What the task asks
Scan the entries that follow for the word "roads", then report every line in which it appears.

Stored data
----

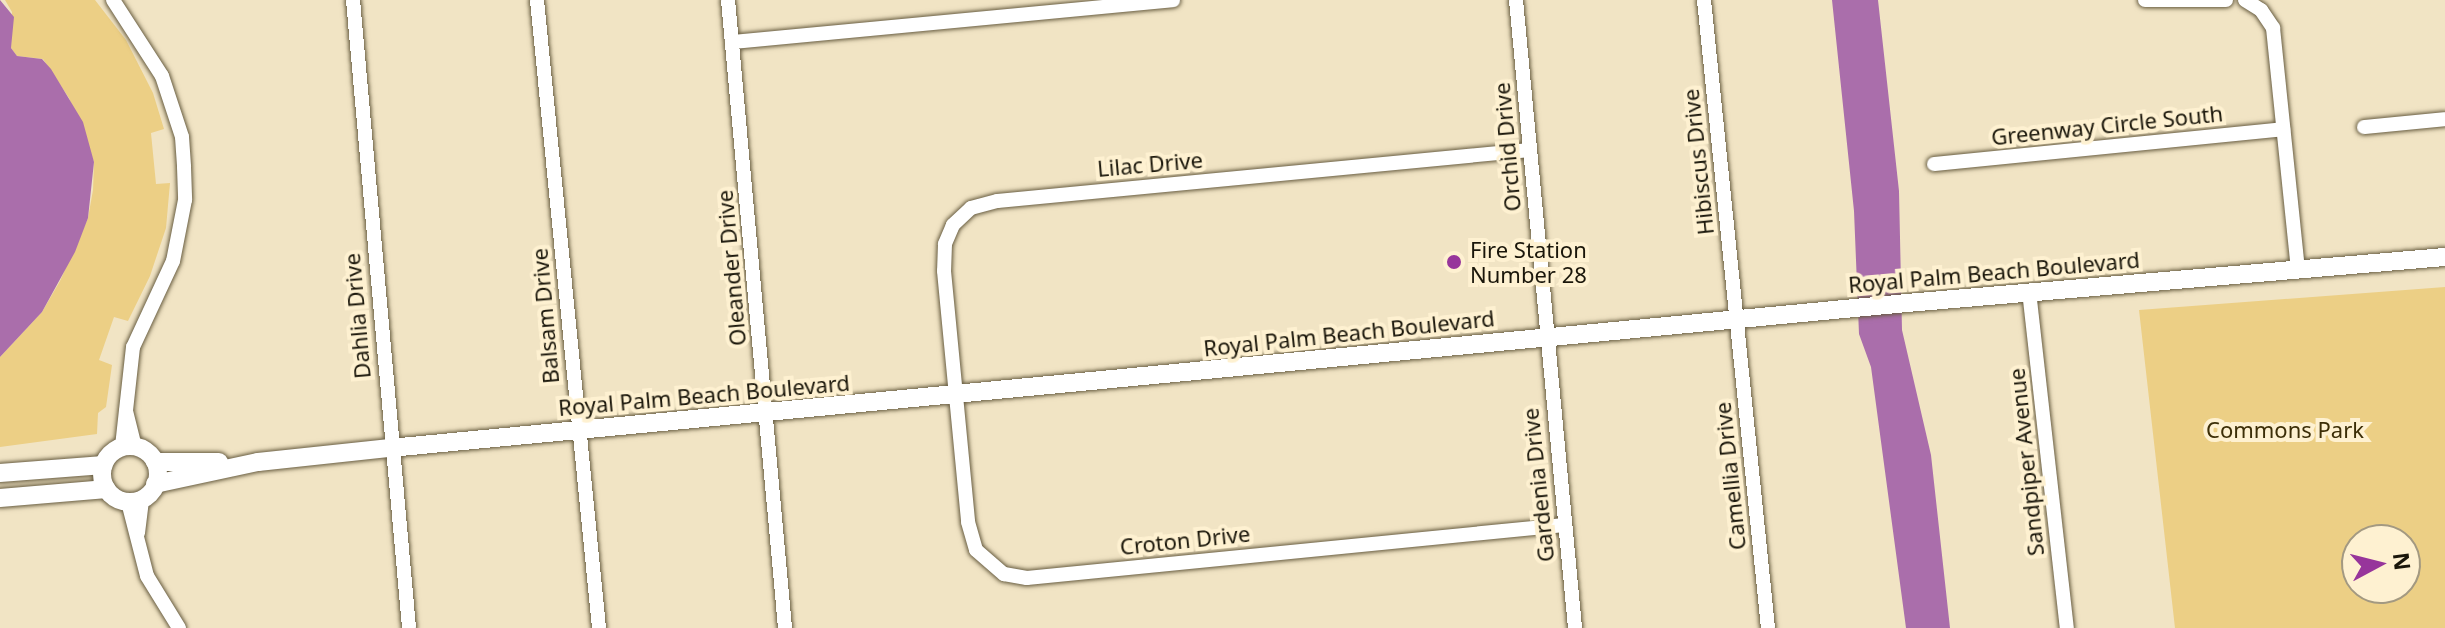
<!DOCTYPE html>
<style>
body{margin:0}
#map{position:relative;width:2445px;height:628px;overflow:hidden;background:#f1e4c4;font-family:"Noto Sans",sans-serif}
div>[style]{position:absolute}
.green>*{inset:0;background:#eccf85}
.water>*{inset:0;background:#aa6eab}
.roads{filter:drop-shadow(0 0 2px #685d41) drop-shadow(0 0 2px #685d41)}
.minor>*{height:14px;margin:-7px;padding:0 7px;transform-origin:7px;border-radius:7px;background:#fff}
.tertiary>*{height:18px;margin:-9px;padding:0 9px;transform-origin:9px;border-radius:9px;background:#fff}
.tertiary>.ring{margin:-9px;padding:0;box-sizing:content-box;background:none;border:18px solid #fff;border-radius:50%}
.dots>*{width:22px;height:22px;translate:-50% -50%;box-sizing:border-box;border:4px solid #fef1d1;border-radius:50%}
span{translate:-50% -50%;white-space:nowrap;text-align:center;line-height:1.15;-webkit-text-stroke:8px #fef1d1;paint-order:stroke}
.street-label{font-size:22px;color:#1a160a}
.poi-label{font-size:22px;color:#1a160a}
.left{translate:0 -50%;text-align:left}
.park-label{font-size:22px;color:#3c2e07}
.north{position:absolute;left:2341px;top:524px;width:80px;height:80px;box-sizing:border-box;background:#fef1d1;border:2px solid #a39981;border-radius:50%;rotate:83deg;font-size:22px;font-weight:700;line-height:32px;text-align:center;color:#1a160a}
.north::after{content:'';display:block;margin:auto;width:28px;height:36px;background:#97359b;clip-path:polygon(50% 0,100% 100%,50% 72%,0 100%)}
</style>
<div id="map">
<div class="green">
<div style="clip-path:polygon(5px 0,95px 0,126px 40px,153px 93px,164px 129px,151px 133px,156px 184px,170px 183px,166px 228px,150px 276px,128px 321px,114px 317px,99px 360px,112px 365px,106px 407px,98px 413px,97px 434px,0 447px,0 357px,42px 312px,60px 281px,88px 218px,93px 190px,94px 162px,69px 98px,43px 59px,17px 56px,11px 48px,12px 12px)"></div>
<div style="clip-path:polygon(evenodd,2445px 287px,2445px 628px,2175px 628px,2139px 310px,2445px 287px,2405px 540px,2405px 588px,2357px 588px,2357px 540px,2405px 540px)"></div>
</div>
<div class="water">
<div style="clip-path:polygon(0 0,14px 17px,11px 48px,17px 56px,42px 59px,51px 69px,83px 122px,94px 162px,88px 218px,75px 252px,42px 312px,0 357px)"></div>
<div style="clip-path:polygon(1832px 0,1878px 0,1899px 191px,1902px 330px,1931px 455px,1950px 628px,1906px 628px,1871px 367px,1859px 334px,1854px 211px)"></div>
</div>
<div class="roads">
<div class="minor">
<div style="left:113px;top:0;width:90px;rotate:57.2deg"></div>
<div style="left:162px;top:76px;width:64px;rotate:71.8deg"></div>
<div style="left:182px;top:137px;width:30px;rotate:86deg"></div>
<div style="left:184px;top:167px;width:33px;rotate:88deg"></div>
<div style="left:185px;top:200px;width:62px;rotate:101.1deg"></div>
<div style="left:173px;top:261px;width:95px;rotate:114.9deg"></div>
<div style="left:133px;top:347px;width:101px;rotate:96.3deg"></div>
<div style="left:353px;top:0;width:630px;rotate:84.9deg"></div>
<div style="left:537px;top:0;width:631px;rotate:84.36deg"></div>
<div style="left:728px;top:0;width:631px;rotate:84.81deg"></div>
<div style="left:1516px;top:0;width:631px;rotate:84.63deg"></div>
<div style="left:1704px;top:0;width:631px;rotate:84.18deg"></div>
<div style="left:2145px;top:0;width:81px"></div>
<div style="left:2245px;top:0;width:19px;rotate:32deg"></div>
<div style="left:2261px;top:10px;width:22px;rotate:56deg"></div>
<div style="left:2273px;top:28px;width:244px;rotate:84.1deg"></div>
<div style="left:732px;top:42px;width:443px;rotate:-5.4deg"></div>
<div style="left:2364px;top:127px;width:81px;rotate:-5.6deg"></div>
<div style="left:1530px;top:150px;width:535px;rotate:174.53deg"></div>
<div style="left:997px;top:201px;width:27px;rotate:165deg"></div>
<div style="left:971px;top:208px;width:25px;rotate:137deg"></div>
<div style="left:953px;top:225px;width:21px;rotate:113deg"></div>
<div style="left:945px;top:244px;width:27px;rotate:92deg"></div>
<div style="left:944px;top:271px;width:252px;rotate:84.5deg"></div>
<div style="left:968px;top:522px;width:29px;rotate:74deg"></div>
<div style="left:976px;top:550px;width:37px;rotate:41deg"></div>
<div style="left:1004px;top:574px;width:23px;rotate:10deg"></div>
<div style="left:1027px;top:578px;width:540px;rotate:-5.64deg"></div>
<div style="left:1934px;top:164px;width:351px;rotate:-5.7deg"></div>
<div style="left:2029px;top:291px;width:339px;rotate:83.6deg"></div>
<div style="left:126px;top:411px;width:36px;rotate:76deg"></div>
<div style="left:128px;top:502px;width:76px;rotate:75.6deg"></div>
<div style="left:147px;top:576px;width:61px;rotate:58.4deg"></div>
<div style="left:138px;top:533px;width:35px;rotate:-83deg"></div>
</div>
<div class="tertiary">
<div class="ring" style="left:102px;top:446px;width:38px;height:38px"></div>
<div style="left:155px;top:462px;width:64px"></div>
<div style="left:0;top:473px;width:104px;rotate:-4.4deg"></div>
<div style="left:155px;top:484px;width:105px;rotate:-12.1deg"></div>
<div style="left:258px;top:462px;width:133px;rotate:-6.1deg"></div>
<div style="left:390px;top:448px;width:1524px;rotate:-5.46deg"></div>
<div style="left:1907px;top:303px;width:540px;rotate:-4.89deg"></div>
<div style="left:0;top:498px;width:107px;rotate:-4.8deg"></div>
</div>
</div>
<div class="dots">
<div style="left:1454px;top:262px;background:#97359b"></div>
</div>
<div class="street-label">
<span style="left:2107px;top:125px;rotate:-6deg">Greenway Circle South</span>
<span style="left:1507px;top:147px;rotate:-95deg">Orchid Drive</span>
<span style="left:1698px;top:162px;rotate:-96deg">Hibiscus Drive</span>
<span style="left:1150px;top:164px;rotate:-5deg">Lilac Drive</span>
<span style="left:731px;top:268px;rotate:-95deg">Oleander Drive</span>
<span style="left:1994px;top:272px;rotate:-5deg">Royal Palm Beach Boulevard</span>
<span style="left:357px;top:316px;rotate:-95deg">Dahlia Drive</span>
<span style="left:545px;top:316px;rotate:-95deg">Balsam Drive</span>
<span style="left:1349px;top:333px;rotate:-6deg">Royal Palm Beach Boulevard</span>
<span style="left:704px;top:395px;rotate:-5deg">Royal Palm Beach Boulevard</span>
<span style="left:2026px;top:462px;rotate:-96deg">Sandpiper Avenue</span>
<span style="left:1730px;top:476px;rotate:-96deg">Camellia Drive</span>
<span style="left:1538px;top:485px;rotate:-96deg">Gardenia Drive</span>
<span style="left:1185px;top:540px;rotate:-6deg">Croton Drive</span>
</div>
<div class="poi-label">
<span class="left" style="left:1470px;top:262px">Fire Station<br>Number 28</span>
</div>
<div class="park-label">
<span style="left:2285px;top:430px">Commons Park</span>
</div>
<div class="north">N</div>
</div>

----

Result of the task
.roads{filter:drop-shadow(0 0 2px #685d41) drop-shadow(0 0 2px #685d41)}
<div class="roads">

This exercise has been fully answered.